__Supplied data__:
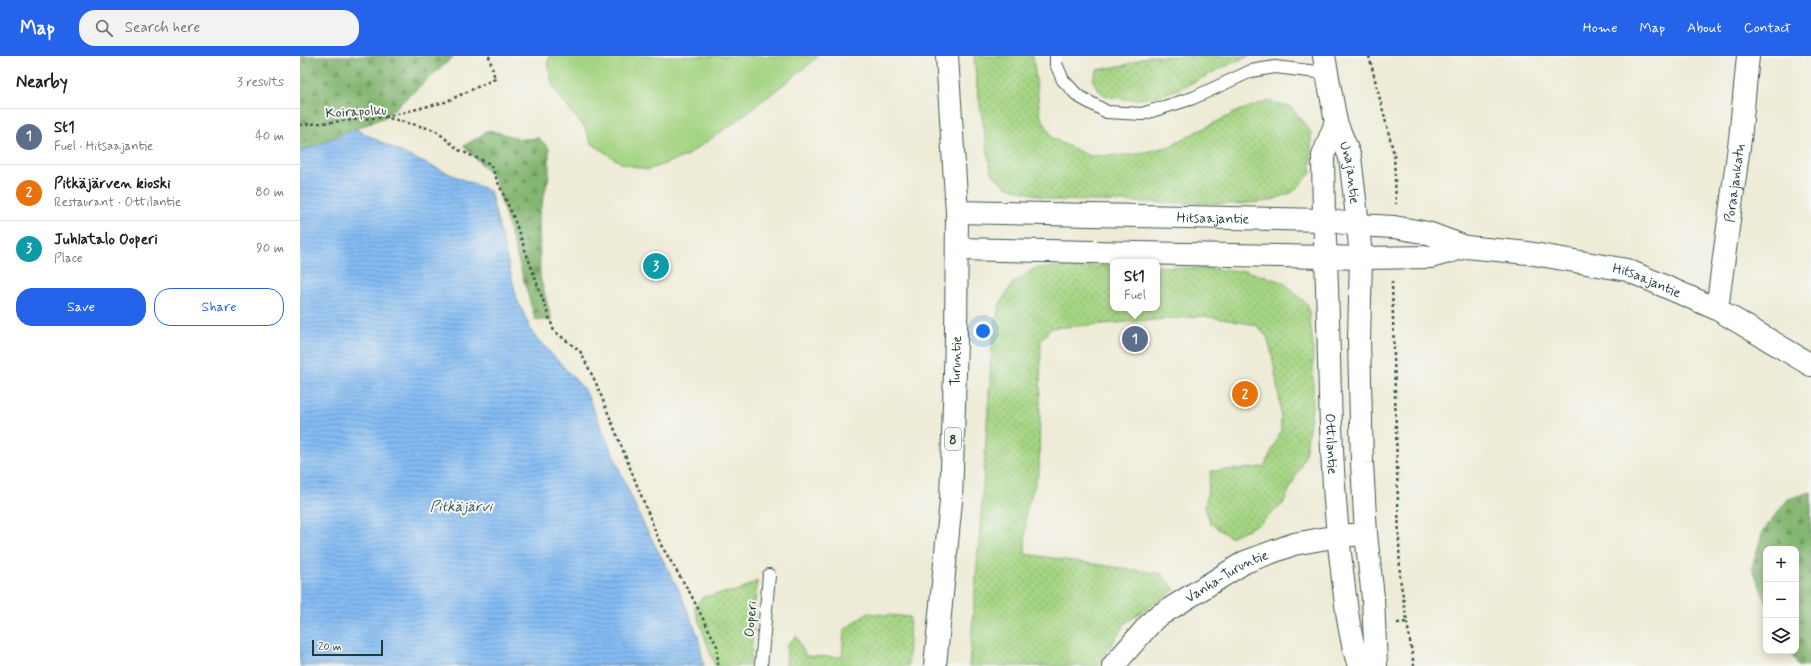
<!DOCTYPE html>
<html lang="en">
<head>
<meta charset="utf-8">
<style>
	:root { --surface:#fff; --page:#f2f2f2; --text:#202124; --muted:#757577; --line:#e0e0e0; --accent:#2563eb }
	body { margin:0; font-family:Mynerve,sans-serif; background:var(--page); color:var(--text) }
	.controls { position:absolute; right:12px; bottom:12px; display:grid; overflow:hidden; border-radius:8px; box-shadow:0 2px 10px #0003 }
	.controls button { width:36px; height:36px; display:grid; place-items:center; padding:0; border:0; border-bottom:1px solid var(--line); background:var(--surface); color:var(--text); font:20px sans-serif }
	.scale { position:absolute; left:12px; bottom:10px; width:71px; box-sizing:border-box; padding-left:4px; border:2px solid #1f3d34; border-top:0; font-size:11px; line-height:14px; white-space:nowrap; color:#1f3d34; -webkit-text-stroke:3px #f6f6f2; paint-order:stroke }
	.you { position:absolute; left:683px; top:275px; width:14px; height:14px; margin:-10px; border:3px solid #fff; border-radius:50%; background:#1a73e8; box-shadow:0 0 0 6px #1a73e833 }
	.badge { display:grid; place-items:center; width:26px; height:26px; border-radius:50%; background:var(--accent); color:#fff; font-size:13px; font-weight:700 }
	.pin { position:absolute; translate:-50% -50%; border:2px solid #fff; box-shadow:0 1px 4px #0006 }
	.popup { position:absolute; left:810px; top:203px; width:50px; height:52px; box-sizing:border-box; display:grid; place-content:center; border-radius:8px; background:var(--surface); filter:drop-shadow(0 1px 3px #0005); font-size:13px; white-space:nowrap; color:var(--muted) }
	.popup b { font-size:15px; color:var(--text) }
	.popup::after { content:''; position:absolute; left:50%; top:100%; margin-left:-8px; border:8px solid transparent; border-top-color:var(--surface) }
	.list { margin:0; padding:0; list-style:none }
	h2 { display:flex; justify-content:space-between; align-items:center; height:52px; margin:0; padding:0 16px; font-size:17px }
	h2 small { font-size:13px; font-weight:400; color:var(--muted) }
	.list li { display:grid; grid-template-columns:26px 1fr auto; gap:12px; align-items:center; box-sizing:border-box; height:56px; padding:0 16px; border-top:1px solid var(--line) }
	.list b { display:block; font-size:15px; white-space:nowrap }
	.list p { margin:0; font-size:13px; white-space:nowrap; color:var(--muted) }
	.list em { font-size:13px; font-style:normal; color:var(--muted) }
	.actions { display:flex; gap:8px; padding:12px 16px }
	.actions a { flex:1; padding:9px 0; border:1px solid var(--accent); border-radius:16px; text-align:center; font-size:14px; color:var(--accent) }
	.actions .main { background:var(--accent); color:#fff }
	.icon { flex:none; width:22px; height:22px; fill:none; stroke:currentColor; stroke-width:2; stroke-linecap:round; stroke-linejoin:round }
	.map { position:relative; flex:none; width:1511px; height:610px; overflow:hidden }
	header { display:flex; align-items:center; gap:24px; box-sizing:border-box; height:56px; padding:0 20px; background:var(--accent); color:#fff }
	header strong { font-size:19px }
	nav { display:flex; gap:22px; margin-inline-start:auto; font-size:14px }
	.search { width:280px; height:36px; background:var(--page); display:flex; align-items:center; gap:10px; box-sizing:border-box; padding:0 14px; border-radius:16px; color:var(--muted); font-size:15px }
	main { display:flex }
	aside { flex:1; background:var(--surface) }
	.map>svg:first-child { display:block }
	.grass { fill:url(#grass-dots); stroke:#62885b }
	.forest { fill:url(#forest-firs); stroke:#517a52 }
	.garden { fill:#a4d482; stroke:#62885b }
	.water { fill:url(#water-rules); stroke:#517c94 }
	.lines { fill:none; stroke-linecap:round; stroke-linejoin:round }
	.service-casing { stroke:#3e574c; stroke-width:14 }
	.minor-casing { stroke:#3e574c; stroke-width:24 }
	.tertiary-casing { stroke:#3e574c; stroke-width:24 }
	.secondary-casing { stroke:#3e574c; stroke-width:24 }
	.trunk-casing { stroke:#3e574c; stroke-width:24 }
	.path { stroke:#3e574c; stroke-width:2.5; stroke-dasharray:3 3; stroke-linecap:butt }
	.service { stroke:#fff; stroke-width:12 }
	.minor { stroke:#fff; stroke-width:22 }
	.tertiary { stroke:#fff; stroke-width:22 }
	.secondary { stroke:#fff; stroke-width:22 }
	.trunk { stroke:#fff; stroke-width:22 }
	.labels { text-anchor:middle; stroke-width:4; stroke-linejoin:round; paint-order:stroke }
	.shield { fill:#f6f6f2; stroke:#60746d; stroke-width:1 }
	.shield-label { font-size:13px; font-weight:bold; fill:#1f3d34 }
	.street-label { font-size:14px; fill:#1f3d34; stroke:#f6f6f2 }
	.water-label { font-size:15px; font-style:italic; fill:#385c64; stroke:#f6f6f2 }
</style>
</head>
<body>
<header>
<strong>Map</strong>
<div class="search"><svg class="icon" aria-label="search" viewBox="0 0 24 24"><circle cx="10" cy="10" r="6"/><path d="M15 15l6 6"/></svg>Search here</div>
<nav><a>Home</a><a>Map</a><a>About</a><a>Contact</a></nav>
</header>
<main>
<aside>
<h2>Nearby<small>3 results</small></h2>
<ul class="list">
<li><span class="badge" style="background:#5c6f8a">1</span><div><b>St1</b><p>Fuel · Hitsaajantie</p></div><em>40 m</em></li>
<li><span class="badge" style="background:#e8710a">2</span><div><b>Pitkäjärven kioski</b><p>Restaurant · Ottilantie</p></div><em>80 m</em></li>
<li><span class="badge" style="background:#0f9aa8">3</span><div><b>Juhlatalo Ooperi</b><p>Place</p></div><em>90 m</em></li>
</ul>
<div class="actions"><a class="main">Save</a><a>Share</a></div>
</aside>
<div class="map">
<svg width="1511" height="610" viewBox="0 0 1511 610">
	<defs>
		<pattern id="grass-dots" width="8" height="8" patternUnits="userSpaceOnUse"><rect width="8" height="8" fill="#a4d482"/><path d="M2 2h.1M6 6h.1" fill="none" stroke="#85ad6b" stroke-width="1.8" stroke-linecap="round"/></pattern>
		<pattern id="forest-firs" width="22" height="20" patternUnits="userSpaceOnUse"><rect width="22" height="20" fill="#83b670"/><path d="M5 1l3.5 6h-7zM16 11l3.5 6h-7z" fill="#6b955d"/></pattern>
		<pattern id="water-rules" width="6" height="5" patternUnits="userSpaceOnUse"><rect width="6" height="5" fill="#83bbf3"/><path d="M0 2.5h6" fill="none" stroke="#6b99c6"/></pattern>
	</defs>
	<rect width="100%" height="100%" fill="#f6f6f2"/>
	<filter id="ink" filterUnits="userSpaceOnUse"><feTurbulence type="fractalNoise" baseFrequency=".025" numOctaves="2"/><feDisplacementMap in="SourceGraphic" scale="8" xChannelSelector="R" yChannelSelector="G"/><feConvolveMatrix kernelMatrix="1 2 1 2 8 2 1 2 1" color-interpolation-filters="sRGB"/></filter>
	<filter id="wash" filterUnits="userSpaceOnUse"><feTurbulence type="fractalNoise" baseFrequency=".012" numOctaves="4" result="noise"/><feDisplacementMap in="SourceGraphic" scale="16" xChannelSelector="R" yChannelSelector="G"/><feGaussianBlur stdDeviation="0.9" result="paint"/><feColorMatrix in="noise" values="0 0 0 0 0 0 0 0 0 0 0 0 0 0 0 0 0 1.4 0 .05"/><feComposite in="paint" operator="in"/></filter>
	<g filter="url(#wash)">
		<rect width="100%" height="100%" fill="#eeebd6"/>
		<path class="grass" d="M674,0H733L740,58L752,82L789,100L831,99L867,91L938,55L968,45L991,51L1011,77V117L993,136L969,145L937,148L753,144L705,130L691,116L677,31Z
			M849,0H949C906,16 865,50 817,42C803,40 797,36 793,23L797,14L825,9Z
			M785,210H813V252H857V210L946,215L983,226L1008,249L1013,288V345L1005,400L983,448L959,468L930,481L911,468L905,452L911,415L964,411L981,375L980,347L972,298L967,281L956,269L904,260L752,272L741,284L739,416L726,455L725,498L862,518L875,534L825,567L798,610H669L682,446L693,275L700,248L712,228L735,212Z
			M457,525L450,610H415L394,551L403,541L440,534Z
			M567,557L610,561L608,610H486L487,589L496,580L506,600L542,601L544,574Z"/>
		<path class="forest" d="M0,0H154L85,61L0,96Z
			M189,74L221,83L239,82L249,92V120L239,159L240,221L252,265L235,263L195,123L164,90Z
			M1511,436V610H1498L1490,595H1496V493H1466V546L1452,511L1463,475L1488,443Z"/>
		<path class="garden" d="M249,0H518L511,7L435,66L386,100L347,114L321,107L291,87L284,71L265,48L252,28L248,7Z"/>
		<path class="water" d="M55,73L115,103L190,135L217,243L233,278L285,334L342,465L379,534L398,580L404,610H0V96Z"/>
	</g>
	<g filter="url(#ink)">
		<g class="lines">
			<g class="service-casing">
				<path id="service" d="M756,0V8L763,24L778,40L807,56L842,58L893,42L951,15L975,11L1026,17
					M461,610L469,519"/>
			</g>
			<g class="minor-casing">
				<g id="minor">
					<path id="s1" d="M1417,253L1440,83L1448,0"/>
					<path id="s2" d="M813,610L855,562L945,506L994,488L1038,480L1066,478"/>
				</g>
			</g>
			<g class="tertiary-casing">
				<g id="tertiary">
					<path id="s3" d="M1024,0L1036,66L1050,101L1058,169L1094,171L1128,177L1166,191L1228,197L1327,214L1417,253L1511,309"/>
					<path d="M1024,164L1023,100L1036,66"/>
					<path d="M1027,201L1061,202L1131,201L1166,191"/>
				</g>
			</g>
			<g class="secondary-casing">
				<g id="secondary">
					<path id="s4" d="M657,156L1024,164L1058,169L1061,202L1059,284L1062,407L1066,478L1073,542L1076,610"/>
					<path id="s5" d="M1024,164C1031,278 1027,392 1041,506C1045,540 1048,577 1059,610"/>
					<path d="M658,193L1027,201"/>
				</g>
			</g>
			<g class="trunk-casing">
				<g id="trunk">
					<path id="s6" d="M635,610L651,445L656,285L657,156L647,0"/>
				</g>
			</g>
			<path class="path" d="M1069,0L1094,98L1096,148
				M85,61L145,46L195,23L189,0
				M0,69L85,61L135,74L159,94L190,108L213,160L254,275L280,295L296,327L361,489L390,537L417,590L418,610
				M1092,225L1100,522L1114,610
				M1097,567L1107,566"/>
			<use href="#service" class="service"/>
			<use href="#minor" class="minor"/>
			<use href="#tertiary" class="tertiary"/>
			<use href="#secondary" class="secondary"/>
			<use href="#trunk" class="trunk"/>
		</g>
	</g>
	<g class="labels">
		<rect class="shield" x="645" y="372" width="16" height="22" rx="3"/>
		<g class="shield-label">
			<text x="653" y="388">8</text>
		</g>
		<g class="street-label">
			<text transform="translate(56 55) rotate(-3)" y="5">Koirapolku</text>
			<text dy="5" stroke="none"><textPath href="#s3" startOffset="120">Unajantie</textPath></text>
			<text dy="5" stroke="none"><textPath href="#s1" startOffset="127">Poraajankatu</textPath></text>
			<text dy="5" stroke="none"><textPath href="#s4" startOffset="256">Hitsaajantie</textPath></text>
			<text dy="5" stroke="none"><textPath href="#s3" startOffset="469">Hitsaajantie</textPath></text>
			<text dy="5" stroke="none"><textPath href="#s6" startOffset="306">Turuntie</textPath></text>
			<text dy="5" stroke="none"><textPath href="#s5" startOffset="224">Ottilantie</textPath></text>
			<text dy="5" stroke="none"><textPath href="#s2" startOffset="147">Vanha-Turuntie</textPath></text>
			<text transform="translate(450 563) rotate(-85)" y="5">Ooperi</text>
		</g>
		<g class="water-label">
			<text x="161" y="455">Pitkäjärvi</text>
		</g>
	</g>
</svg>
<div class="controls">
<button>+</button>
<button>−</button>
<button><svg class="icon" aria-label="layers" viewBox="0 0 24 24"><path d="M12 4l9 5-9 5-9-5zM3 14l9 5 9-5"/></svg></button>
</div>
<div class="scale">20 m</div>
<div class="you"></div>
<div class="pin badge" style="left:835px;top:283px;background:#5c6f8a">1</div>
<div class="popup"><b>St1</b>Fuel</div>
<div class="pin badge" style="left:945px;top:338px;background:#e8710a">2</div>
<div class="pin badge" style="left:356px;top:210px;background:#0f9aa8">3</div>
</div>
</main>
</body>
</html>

__Exercise__: Repeat exactly the lines from the first line of the records above through the line containing "display:grid; place-items:center; width:26px;", both included. Leave out the pictures.

__Task answer__:
<!DOCTYPE html>
<html lang="en">
<head>
<meta charset="utf-8">
<style>
	:root { --surface:#fff; --page:#f2f2f2; --text:#202124; --muted:#757577; --line:#e0e0e0; --accent:#2563eb }
	body { margin:0; font-family:Mynerve,sans-serif; background:var(--page); color:var(--text) }
	.controls { position:absolute; right:12px; bottom:12px; display:grid; overflow:hidden; border-radius:8px; box-shadow:0 2px 10px #0003 }
	.controls button { width:36px; height:36px; display:grid; place-items:center; padding:0; border:0; border-bottom:1px solid var(--line); background:var(--surface); color:var(--text); font:20px sans-serif }
	.scale { position:absolute; left:12px; bottom:10px; width:71px; box-sizing:border-box; padding-left:4px; border:2px solid #1f3d34; border-top:0; font-size:11px; line-height:14px; white-space:nowrap; color:#1f3d34; -webkit-text-stroke:3px #f6f6f2; paint-order:stroke }
	.you { position:absolute; left:683px; top:275px; width:14px; height:14px; margin:-10px; border:3px solid #fff; border-radius:50%; background:#1a73e8; box-shadow:0 0 0 6px #1a73e833 }
	.badge { display:grid; place-items:center; width:26px; height:26px; border-radius:50%; background:var(--accent); color:#fff; font-size:13px; font-weight:700 }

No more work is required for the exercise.